Creative art classes

For people with dementia, communication can be difficult at times, and when they are unable to express how they are feeling, it can lead to a range of problems, including aggressive and violent outbursts. However, creative art classes can help them to express themselves, allowing them to get all of their emotions out in a creative way. For people with dementia, activities like singing and poetry can be highly effective, who may remember words or other memories when they hear certain songs and poems. People living with dementia also tend to enjoy creative activities such as drama, which is another way that they can express themselves. Art is also a popular form of creative expression, with activities such as colouring and painting among the most popular.

Exercise

Despite living with dementia, exercise should still be a regular part of a person’s regime. The fact is that one of the most vital roles of carers is to promote independence where possible and to be able to do this, you need to ensure that people with dementia remain as physically active as possible. Whether it’s simply taking them for a nice walk at a local park or going for a stroll around the garden, it doesn’t matter. Getting out and about will provide people with dementia with fresh air, and also some much-needed exercise. It’s little things like this that can have a significant impact on the wellness of a person with dementia. Another form of exercise that a lot of people with dementia love is dancing, because of how fun and easy to do it is.

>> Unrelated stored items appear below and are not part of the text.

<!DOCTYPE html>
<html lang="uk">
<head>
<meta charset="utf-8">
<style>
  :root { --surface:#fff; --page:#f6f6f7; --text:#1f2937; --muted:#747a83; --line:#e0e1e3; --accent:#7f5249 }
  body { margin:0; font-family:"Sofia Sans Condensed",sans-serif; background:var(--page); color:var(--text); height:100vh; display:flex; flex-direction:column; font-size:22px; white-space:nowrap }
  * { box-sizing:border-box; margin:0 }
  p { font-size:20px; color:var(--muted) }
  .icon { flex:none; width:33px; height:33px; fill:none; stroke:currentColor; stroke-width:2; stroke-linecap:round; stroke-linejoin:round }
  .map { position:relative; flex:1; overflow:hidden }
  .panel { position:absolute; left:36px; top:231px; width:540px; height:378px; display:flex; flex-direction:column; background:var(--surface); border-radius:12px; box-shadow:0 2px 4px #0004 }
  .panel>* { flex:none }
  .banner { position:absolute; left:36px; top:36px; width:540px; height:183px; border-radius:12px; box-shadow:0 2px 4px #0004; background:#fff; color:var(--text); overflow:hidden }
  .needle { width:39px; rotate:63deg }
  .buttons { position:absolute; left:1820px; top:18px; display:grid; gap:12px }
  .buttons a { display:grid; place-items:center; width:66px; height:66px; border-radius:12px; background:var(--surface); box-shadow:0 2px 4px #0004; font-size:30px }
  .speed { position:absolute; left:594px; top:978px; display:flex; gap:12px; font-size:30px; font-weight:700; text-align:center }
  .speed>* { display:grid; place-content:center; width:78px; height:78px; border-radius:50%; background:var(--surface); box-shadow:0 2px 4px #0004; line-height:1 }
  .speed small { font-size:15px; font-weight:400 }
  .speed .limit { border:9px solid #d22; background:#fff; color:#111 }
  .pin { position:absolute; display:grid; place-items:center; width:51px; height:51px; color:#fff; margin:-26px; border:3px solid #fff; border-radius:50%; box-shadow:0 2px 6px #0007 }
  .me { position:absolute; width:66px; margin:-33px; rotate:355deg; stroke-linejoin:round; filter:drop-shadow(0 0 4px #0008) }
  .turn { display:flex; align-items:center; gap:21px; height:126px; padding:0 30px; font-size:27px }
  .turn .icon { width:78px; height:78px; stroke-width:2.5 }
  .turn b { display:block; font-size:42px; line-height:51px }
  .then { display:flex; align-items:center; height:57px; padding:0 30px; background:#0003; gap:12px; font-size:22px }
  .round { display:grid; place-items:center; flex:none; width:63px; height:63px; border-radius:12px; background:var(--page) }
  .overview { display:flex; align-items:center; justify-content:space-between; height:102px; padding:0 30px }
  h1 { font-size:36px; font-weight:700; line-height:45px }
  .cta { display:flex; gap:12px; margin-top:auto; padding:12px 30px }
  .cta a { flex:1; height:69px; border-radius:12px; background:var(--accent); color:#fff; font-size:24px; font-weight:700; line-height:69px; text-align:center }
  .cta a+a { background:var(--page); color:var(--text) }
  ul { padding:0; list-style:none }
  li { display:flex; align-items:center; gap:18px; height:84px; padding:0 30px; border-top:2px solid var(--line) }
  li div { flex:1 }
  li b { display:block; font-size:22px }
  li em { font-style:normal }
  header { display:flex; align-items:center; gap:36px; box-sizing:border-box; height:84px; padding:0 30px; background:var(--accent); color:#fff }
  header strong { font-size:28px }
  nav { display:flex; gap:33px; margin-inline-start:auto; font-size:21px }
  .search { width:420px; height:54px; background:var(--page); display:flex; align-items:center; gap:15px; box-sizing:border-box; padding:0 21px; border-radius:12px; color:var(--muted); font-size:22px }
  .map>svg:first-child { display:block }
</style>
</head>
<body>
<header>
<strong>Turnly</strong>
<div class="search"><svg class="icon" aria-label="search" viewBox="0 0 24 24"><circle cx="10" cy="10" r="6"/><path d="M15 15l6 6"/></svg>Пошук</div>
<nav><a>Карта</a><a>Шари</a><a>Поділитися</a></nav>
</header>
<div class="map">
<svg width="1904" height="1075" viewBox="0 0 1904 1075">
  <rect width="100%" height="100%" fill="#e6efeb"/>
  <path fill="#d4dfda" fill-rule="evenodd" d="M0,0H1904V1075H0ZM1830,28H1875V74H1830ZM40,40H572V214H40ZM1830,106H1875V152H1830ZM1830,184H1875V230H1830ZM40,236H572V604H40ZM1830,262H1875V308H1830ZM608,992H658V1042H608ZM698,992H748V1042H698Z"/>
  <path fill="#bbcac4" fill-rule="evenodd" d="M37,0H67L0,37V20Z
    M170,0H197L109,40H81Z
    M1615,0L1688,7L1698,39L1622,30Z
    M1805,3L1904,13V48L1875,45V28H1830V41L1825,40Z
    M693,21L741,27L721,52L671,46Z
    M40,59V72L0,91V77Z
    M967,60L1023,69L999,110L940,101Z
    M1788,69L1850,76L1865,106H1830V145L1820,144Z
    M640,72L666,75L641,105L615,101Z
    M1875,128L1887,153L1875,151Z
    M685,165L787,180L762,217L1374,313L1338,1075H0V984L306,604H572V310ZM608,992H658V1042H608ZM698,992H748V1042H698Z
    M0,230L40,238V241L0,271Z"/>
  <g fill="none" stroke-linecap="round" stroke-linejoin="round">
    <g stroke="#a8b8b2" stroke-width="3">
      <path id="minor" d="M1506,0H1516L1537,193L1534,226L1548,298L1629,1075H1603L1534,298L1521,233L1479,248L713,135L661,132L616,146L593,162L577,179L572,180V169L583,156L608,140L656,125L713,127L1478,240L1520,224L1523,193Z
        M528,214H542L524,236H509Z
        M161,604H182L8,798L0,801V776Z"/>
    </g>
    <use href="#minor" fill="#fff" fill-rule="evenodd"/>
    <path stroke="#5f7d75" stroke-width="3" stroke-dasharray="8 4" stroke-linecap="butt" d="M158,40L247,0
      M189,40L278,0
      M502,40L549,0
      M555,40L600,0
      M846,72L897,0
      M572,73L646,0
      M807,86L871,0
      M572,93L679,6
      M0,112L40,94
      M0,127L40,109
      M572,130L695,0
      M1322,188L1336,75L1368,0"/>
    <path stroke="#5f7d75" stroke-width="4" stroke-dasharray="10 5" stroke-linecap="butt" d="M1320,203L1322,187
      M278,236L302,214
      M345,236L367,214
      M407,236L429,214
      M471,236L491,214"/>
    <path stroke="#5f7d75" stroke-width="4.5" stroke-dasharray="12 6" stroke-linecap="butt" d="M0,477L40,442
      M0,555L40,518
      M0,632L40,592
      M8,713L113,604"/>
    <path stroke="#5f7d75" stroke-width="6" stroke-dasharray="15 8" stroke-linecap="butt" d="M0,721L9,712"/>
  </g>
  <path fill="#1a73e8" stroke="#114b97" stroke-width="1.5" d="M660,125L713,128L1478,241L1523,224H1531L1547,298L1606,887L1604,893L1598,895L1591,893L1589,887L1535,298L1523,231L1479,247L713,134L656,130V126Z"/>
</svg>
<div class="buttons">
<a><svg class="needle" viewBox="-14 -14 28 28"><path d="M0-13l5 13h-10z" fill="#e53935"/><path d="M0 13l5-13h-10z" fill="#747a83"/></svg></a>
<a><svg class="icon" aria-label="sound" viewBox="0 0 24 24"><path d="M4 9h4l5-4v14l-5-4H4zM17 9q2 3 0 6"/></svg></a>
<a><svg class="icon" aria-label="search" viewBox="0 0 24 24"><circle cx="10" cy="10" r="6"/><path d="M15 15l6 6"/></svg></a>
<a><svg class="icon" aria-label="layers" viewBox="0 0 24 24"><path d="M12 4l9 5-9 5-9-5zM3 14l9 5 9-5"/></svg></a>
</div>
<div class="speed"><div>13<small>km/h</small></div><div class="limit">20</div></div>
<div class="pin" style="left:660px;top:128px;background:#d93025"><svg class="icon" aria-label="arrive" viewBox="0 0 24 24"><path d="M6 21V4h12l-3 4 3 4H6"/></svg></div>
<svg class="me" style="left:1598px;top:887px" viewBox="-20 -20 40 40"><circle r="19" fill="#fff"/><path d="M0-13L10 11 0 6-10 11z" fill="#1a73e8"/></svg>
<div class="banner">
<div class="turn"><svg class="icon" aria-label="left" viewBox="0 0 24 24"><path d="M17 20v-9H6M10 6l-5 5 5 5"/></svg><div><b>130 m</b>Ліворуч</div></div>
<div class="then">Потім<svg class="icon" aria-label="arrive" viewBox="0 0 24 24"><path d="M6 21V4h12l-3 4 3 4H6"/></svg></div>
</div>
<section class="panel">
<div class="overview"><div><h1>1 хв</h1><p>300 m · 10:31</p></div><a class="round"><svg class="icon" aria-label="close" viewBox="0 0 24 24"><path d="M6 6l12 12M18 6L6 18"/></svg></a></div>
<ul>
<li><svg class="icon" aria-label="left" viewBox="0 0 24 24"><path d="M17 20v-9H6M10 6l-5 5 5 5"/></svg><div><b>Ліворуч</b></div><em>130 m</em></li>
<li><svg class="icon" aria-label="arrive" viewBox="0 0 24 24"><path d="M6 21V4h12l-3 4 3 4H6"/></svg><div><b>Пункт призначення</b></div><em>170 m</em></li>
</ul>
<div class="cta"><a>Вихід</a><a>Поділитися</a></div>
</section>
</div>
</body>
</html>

Activity assessments are key

When it comes to determining what approach should be taken to helping to develop activities for people with dementia, using an assessment tool is a great step to take. It’s important that when choosing what activities are right for someone with dementia that you work out what would be best for them specifically, which is where an assessment tool could come in handy. A simple assessment can help you and your team to understand the kinds of activities that would benefit someone who has dementia. For instance, a lot of people with later stage dementia enjoy playing with dolls and models. While people with earlier stage dementia, often enjoy being creative and doing artwork. An assessment can help you to determine which activity would be best for each person with dementia in your care and their specific needs.

Getting family and friends involved

When it comes to ensuring that people with dementia receive the very best care, it’s important to remember that the care they receive is a culmination of the care provided by carers and their family, this is especially true when it comes to the activities in their daily life. Often, friends and family can struggle to know what to do to keep someone with dementia occupied, which can impact their quality of life. Sometimes, family and friends require support from carers when it comes to planning activities to do with their loved one, to help them plan the ideal activities that the person will enjoy getting involved in.

Using technology

When it comes to technology, for people with dementia it can be a highly effective type of activity, as it allows them to entertain themselves in a wide manner of ways. From using creative apps, like colouring apps and painting apps, to listening to music and stories, technology, such as tablets and iPads can be incredibly useful for people living with dementia. Plus, for family members who don’t live near a loved one, technology has meant that communicating has become easier than ever. Technology can enhance these relationships, making it easier for people with dementia to stay in contact with their loved ones, enhancing their happiness and quality of life.

There you have it, a range of ideas for keeping people with dementia occupied and enhancing their quality of life.